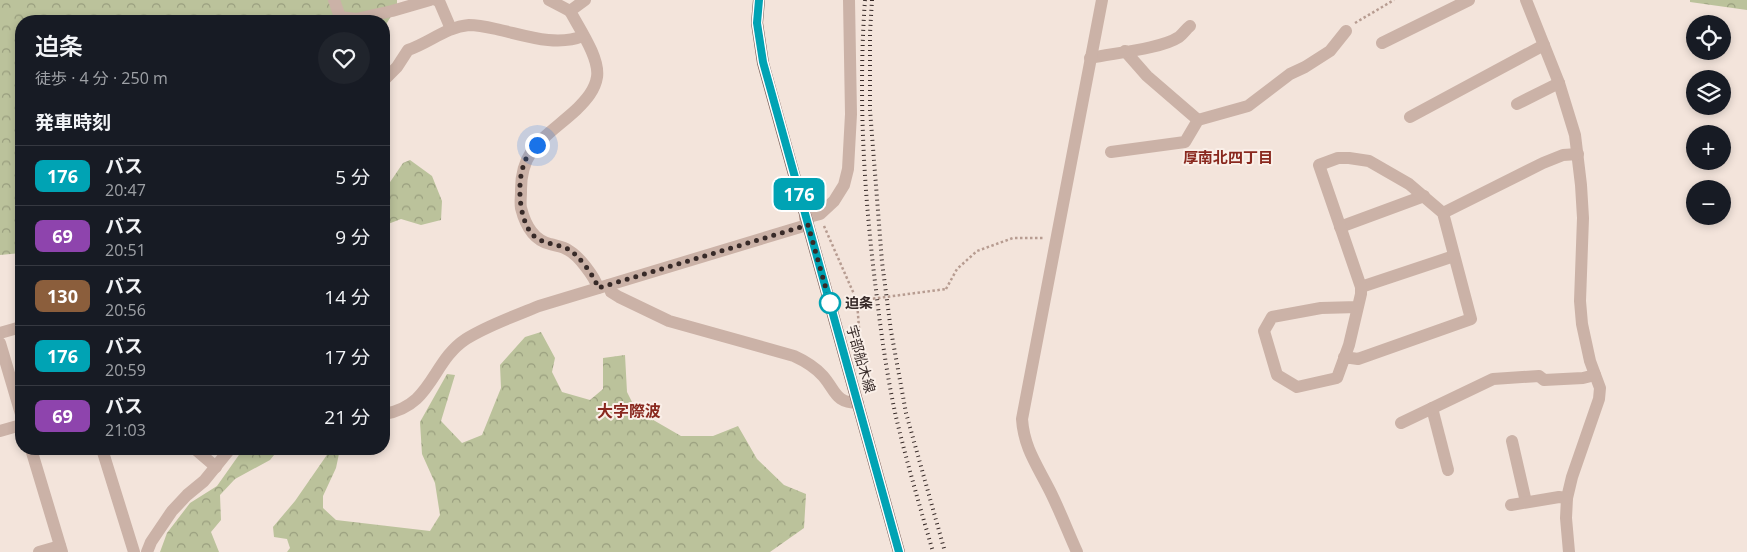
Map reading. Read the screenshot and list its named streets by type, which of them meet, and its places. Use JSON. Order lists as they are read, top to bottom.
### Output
{
  "streets": {
    "main road": ["宇部船木線"]
  },
  "districts": ["厚南北四丁目", "大字際波"],
  "places": ["迫条"],
  "lines": ["bus line 176"],
  "page": {
    "on_map": "176",
    "map_buttons": ["+", "−"],
    "heading": [
      ["迫条", "徒歩 · 4 分 · 250 m"],
      "発車時刻"
    ],
    "list": [
      {
        "mark": "176",
        "name": "バス",
        "note": "20:47",
        "value": "5 分"
      },
      {
        "mark": "69",
        "name": "バス",
        "note": "20:51",
        "value": "9 分"
      },
      {
        "mark": "130",
        "name": "バス",
        "note": "20:56",
        "value": "14 分"
      },
      {
        "mark": "176",
        "name": "バス",
        "note": "20:59",
        "value": "17 分"
      },
      {
        "mark": "69",
        "name": "バス",
        "note": "21:03",
        "value": "21 分"
      }
    ]
  }
}
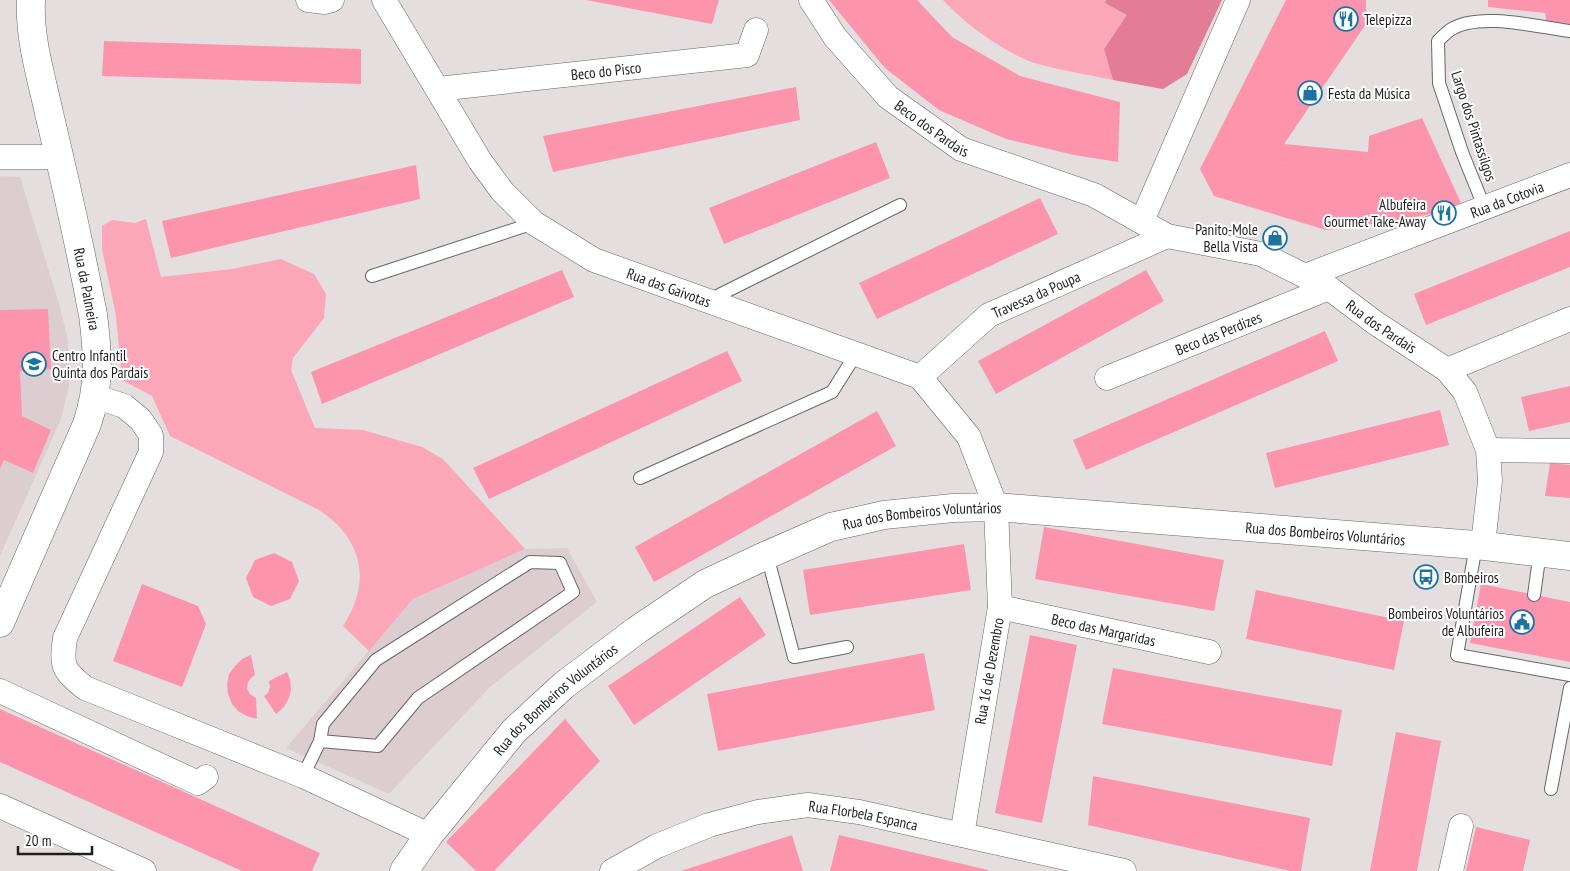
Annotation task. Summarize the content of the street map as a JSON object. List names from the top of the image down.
{
  "streets": {
    "street": [
      "Beco do Pisco",
      "Beco dos Pardais",
      "Rua da Cotovia",
      "Rua das Gaivotas",
      "Rua da Palmeira",
      "Travessa da Poupa",
      "Rua dos Pardais",
      "Beco das Perdizes",
      "Rua dos Bombeiros Voluntários",
      "Beco das Margaridas",
      "Rua 16 de Dezembro",
      "Rua Florbela Espanca"
    ],
    "lane": ["Largo dos Pintassilgos"]
  },
  "crossings": [
    ["Beco do Pisco", "Rua das Gaivotas"],
    ["Beco dos Pardais", "Rua dos Pardais"],
    ["Largo dos Pintassilgos", "Rua da Cotovia"],
    ["Rua da Cotovia", "Rua dos Pardais"],
    ["Rua das Gaivotas", "Travessa da Poupa"],
    ["Travessa da Poupa", "Rua dos Pardais"],
    ["Rua dos Pardais", "Beco das Perdizes"],
    ["Rua dos Pardais", "Rua dos Bombeiros Voluntários"],
    ["Rua dos Bombeiros Voluntários", "Rua 16 de Dezembro"],
    ["Beco das Margaridas", "Rua 16 de Dezembro"],
    ["Rua 16 de Dezembro", "Rua Florbela Espanca"]
  ],
  "places": {
    "restaurant": ["Telepizza", "Albufeira Gourmet Take-Away"],
    "shop": ["Festa da Música", "Panito-Mole Bella Vista"],
    "school or university": ["Centro Infantil Quinta dos Pardais"],
    "bus stop": ["Bombeiros"],
    "public building": ["Bombeiros Voluntários de Albufeira"]
  },
  "scale_bar": "20 m"
}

Exercise instructions: Word for word, repeat each line of the records, and leave every image out.

Expected answer:
Map reading. Read the screenshot and list its named streets by type, which of them meet, and its places. Use JSON. Order lists as they are read, top to bottom.
### Output
{
  "streets": {
    "main road": ["宇部船木線"]
  },
  "districts": ["厚南北四丁目", "大字際波"],
  "places": ["迫条"],
  "lines": ["bus line 176"],
  "page": {
    "on_map": "176",
    "map_buttons": ["+", "−"],
    "heading": [
      ["迫条", "徒歩 · 4 分 · 250 m"],
      "発車時刻"
    ],
    "list": [
      {
        "mark": "176",
        "name": "バス",
        "note": "20:47",
        "value": "5 分"
      },
      {
        "mark": "69",
        "name": "バス",
        "note": "20:51",
        "value": "9 分"
      },
      {
        "mark": "130",
        "name": "バス",
        "note": "20:56",
        "value": "14 分"
      },
      {
        "mark": "176",
        "name": "バス",
        "note": "20:59",
        "value": "17 分"
      },
      {
        "mark": "69",
        "name": "バス",
        "note": "21:03",
        "value": "21 分"
      }
    ]
  }
}
Annotation task. Summarize the content of the street map as a JSON object. List names from the top of the image down.
{
  "streets": {
    "street": [
      "Beco do Pisco",
      "Beco dos Pardais",
      "Rua da Cotovia",
      "Rua das Gaivotas",
      "Rua da Palmeira",
      "Travessa da Poupa",
      "Rua dos Pardais",
      "Beco das Perdizes",
      "Rua dos Bombeiros Voluntários",
      "Beco das Margaridas",
      "Rua 16 de Dezembro",
      "Rua Florbela Espanca"
    ],
    "lane": ["Largo dos Pintassilgos"]
  },
  "crossings": [
    ["Beco do Pisco", "Rua das Gaivotas"],
    ["Beco dos Pardais", "Rua dos Pardais"],
    ["Largo dos Pintassilgos", "Rua da Cotovia"],
    ["Rua da Cotovia", "Rua dos Pardais"],
    ["Rua das Gaivotas", "Travessa da Poupa"],
    ["Travessa da Poupa", "Rua dos Pardais"],
    ["Rua dos Pardais", "Beco das Perdizes"],
    ["Rua dos Pardais", "Rua dos Bombeiros Voluntários"],
    ["Rua dos Bombeiros Voluntários", "Rua 16 de Dezembro"],
    ["Beco das Margaridas", "Rua 16 de Dezembro"],
    ["Rua 16 de Dezembro", "Rua Florbela Espanca"]
  ],
  "places": {
    "restaurant": ["Telepizza", "Albufeira Gourmet Take-Away"],
    "shop": ["Festa da Música", "Panito-Mole Bella Vista"],
    "school or university": ["Centro Infantil Quinta dos Pardais"],
    "bus stop": ["Bombeiros"],
    "public building": ["Bombeiros Voluntários de Albufeira"]
  },
  "scale_bar": "20 m"
}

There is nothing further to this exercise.